_Problem description:_
Search the records for the word "size" and copy each line in which it appears.
═════ Dataset
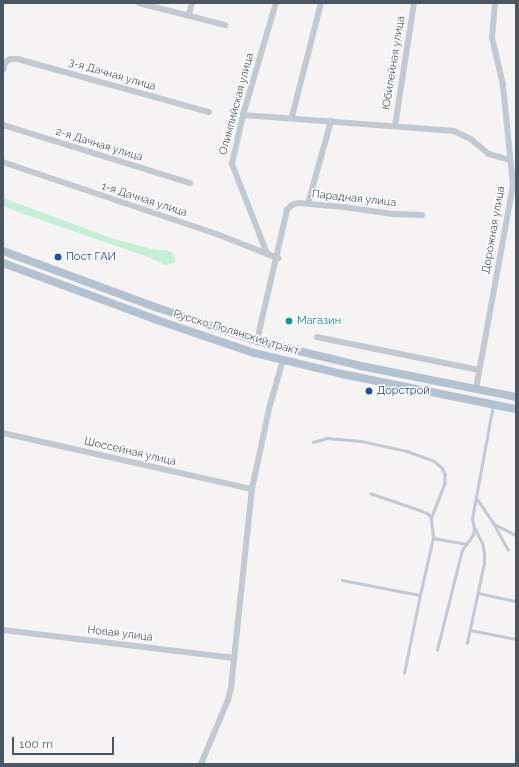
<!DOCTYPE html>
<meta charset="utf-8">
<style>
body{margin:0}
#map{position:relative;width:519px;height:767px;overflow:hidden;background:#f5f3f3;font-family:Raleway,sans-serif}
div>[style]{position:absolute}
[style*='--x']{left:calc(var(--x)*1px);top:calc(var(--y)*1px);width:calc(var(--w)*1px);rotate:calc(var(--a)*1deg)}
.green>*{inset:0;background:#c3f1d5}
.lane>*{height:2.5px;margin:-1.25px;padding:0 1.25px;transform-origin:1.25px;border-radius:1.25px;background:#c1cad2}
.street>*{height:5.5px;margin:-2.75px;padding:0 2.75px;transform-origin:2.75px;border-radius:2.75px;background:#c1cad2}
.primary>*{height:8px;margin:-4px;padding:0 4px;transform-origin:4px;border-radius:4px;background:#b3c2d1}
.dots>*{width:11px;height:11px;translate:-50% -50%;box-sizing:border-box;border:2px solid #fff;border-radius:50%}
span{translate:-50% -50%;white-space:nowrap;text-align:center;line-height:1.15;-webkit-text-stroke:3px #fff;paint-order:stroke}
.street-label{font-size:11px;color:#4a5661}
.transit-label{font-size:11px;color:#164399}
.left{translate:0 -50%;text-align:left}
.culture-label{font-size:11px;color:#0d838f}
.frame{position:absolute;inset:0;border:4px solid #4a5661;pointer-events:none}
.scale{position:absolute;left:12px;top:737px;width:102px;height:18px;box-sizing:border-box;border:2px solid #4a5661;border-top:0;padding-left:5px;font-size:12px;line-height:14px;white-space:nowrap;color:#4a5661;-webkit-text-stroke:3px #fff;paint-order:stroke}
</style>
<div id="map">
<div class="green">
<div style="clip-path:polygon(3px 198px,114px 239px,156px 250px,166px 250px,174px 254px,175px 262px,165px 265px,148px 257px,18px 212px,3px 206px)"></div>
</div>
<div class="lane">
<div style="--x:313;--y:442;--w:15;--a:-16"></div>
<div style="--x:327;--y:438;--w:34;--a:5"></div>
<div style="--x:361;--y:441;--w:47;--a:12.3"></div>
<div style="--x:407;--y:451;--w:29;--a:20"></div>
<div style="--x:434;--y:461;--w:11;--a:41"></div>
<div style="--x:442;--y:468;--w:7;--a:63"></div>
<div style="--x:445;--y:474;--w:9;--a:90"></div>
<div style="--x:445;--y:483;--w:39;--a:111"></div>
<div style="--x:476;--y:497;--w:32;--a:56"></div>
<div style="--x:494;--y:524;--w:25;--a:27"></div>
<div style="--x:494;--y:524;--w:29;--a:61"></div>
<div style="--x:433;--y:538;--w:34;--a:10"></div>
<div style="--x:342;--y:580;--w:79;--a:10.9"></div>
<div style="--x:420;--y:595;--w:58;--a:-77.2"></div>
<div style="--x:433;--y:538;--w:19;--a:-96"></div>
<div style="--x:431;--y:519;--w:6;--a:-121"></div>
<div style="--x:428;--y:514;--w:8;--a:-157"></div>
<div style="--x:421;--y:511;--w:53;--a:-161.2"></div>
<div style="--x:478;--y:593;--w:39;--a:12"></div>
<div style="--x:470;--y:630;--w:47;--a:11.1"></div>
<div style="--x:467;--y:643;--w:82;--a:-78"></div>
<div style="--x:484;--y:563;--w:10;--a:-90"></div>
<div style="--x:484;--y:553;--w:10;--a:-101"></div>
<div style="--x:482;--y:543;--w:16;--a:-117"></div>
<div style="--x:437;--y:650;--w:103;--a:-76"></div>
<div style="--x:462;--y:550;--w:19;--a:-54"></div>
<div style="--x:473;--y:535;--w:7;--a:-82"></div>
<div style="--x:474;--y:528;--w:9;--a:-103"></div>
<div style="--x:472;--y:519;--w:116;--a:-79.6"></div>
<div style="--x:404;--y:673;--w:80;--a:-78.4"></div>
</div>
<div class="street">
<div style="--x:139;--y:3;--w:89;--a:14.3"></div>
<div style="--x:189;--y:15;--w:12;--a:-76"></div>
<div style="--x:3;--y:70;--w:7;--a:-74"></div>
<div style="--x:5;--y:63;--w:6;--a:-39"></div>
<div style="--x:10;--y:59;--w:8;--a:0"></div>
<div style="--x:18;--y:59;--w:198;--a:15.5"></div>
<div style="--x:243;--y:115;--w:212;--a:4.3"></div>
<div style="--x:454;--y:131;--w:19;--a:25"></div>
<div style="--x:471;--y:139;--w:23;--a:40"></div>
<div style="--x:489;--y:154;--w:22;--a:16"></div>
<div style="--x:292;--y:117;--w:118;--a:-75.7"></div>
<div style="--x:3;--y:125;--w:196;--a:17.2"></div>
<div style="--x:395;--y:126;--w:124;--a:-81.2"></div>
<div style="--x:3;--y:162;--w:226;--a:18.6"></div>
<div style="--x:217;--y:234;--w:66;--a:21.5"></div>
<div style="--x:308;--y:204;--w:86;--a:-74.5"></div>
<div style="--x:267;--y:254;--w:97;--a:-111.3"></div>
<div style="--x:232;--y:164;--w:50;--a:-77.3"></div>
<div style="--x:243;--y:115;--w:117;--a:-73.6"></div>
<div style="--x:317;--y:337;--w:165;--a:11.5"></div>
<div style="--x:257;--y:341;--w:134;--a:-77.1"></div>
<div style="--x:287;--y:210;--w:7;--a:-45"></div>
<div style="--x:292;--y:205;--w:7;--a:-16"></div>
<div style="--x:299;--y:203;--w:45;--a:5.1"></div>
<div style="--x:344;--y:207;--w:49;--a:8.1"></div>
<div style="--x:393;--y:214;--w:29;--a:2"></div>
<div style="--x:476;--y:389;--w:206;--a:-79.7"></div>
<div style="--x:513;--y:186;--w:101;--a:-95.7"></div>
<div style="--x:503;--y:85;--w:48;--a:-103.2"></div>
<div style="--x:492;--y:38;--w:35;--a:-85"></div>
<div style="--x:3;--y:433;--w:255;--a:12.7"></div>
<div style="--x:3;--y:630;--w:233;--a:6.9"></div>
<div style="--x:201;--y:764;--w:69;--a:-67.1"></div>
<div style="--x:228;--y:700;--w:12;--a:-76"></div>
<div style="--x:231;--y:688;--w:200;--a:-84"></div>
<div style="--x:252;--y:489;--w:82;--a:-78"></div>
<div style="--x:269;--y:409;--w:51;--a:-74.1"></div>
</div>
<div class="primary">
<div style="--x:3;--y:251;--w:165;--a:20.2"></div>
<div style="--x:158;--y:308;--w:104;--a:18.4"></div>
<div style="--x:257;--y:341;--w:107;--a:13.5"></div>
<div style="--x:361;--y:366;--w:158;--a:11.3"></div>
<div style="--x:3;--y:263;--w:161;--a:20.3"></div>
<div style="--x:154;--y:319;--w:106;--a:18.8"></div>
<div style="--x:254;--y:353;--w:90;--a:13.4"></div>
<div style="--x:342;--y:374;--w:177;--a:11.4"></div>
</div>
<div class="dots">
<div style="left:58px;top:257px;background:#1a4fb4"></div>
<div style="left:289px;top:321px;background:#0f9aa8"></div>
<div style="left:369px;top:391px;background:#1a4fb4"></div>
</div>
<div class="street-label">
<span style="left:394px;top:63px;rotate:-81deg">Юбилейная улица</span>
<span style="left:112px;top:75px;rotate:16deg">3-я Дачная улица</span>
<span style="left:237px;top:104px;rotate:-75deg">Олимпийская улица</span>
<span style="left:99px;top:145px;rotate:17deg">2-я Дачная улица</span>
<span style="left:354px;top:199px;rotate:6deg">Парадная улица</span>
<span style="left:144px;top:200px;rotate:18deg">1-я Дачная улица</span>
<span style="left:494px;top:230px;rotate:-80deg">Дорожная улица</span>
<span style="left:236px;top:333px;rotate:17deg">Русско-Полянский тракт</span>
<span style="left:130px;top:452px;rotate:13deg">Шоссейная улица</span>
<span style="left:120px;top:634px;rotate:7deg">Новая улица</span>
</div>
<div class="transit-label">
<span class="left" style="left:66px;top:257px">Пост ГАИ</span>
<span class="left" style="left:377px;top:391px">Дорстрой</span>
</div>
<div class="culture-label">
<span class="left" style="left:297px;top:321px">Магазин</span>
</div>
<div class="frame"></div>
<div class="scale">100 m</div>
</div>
══════════
═════ Dataset
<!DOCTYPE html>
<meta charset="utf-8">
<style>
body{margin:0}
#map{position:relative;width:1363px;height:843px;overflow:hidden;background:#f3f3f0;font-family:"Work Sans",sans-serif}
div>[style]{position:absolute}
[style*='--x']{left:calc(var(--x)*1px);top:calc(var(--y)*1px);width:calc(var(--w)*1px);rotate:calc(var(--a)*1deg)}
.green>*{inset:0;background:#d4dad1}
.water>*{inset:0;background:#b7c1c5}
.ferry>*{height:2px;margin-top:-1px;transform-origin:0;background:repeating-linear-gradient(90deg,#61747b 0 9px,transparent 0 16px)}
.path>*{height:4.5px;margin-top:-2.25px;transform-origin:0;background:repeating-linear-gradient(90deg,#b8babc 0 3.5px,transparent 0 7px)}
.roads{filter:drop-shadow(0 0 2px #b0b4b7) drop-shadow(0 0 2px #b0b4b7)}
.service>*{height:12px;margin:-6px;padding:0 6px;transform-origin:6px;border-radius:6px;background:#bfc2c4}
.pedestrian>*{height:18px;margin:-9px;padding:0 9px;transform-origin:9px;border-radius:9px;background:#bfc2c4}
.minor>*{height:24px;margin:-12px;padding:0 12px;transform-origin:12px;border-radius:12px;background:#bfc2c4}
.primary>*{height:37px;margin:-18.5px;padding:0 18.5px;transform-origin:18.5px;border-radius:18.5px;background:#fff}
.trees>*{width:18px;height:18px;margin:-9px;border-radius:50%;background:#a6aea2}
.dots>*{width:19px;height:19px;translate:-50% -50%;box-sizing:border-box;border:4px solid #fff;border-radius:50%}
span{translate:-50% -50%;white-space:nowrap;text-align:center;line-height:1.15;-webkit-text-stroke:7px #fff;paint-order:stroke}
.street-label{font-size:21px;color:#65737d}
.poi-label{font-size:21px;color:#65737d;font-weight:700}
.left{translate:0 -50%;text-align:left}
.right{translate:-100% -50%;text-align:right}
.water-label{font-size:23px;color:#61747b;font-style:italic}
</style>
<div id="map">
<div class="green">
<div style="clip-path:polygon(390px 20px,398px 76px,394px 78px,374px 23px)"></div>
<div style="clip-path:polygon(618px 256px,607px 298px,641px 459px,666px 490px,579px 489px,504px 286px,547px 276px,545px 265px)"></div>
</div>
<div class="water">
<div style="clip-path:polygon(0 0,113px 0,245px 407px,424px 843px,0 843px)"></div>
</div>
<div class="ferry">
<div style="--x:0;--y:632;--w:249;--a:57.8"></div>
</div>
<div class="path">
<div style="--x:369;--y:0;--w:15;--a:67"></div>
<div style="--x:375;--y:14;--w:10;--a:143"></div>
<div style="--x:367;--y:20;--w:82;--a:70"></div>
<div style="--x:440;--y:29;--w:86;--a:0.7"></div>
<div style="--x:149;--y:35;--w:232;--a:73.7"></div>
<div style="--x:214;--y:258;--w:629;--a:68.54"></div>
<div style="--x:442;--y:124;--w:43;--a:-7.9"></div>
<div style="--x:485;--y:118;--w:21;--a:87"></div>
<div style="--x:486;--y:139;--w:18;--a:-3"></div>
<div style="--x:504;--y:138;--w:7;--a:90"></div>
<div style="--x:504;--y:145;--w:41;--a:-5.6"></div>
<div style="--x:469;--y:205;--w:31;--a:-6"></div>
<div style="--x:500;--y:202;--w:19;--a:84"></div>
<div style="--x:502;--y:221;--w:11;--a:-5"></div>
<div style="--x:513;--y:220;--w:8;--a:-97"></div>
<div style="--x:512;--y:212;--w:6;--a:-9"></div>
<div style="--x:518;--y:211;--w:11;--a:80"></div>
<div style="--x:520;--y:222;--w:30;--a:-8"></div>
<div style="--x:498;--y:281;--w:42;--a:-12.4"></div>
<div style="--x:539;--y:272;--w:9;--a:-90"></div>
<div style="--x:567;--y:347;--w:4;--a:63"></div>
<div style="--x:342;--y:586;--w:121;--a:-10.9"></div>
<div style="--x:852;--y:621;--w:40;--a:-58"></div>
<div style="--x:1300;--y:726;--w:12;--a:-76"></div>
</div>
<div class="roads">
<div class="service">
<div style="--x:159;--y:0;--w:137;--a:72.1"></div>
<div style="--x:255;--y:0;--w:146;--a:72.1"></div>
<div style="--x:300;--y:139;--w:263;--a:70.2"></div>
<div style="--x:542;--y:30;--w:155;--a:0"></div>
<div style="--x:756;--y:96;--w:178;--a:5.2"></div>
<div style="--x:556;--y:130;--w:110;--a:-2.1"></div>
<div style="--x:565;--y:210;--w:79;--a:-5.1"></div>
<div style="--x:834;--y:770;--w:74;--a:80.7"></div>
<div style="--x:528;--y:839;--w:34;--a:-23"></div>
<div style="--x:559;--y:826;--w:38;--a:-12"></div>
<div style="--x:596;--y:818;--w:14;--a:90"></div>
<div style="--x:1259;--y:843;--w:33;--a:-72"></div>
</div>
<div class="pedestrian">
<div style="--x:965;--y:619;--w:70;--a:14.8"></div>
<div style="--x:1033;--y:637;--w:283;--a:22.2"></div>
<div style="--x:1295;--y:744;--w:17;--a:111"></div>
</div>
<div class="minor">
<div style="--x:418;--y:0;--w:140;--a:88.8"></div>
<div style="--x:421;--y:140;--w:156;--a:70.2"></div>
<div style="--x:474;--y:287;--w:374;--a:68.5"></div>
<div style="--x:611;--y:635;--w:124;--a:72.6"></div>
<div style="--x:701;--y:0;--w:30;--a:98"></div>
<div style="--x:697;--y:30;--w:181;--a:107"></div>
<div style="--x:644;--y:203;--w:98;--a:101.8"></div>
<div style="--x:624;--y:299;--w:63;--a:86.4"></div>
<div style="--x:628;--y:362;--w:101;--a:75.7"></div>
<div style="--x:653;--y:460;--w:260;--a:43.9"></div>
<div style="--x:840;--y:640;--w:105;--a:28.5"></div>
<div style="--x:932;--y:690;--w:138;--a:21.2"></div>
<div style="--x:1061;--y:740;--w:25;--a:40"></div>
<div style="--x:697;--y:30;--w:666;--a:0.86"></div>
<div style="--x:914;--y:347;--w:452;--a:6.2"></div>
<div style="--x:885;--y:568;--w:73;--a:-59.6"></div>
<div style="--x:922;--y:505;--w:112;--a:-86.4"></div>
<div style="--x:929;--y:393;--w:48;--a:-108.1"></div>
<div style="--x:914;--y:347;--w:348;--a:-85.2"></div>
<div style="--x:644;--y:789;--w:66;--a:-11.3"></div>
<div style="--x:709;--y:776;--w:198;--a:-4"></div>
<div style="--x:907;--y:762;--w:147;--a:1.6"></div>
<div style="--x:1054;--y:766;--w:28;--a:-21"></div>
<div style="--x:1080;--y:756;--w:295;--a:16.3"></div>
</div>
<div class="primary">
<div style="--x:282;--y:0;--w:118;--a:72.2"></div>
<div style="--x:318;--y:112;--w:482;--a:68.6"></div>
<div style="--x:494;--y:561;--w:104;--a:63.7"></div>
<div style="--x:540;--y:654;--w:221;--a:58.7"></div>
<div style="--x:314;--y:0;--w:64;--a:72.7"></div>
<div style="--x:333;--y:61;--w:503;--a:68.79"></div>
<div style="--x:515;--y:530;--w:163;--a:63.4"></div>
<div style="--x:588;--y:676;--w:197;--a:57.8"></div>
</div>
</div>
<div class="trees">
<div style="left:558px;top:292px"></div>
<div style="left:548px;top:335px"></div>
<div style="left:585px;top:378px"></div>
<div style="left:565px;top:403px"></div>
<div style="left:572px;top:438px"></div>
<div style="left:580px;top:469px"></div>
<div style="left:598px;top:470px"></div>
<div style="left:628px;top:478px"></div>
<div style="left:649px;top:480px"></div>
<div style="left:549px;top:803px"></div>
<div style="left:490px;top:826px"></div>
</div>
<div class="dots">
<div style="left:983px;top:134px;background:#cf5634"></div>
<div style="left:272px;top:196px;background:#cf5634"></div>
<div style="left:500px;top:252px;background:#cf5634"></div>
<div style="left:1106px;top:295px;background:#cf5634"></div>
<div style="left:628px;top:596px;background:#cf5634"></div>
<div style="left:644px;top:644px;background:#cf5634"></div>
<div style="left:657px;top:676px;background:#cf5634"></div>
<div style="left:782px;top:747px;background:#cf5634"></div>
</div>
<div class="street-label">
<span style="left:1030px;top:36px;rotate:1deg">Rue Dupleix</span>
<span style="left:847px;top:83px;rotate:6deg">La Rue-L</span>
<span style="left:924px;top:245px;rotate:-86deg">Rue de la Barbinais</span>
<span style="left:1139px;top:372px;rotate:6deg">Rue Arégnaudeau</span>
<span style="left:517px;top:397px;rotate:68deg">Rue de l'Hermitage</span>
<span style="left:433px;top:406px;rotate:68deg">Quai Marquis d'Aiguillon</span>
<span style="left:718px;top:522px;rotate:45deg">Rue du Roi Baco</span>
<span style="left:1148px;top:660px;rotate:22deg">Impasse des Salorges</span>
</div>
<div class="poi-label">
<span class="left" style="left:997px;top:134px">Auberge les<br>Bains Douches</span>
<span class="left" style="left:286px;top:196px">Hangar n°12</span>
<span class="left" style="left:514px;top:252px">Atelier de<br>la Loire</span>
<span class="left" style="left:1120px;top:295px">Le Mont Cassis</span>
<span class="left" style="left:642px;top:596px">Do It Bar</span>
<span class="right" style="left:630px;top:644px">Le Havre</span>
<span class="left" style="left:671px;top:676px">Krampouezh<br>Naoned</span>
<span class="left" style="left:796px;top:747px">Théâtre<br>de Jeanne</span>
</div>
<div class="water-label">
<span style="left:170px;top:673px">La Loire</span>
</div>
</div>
══════════
_Result:_
.street-label{font-size:11px;color:#4a5661}
.transit-label{font-size:11px;color:#164399}
.culture-label{font-size:11px;color:#0d838f}
.scale{position:absolute;left:12px;top:737px;width:102px;height:18px;box-sizing:border-box;border:2px solid #4a5661;border-top:0;padding-left:5px;font-size:12px;line-height:14px;white-space:nowrap;color:#4a5661;-webkit-text-stroke:3px #fff;paint-order:stroke}
.street-label{font-size:21px;color:#65737d}
.poi-label{font-size:21px;color:#65737d;font-weight:700}
.water-label{font-size:23px;color:#61747b;font-style:italic}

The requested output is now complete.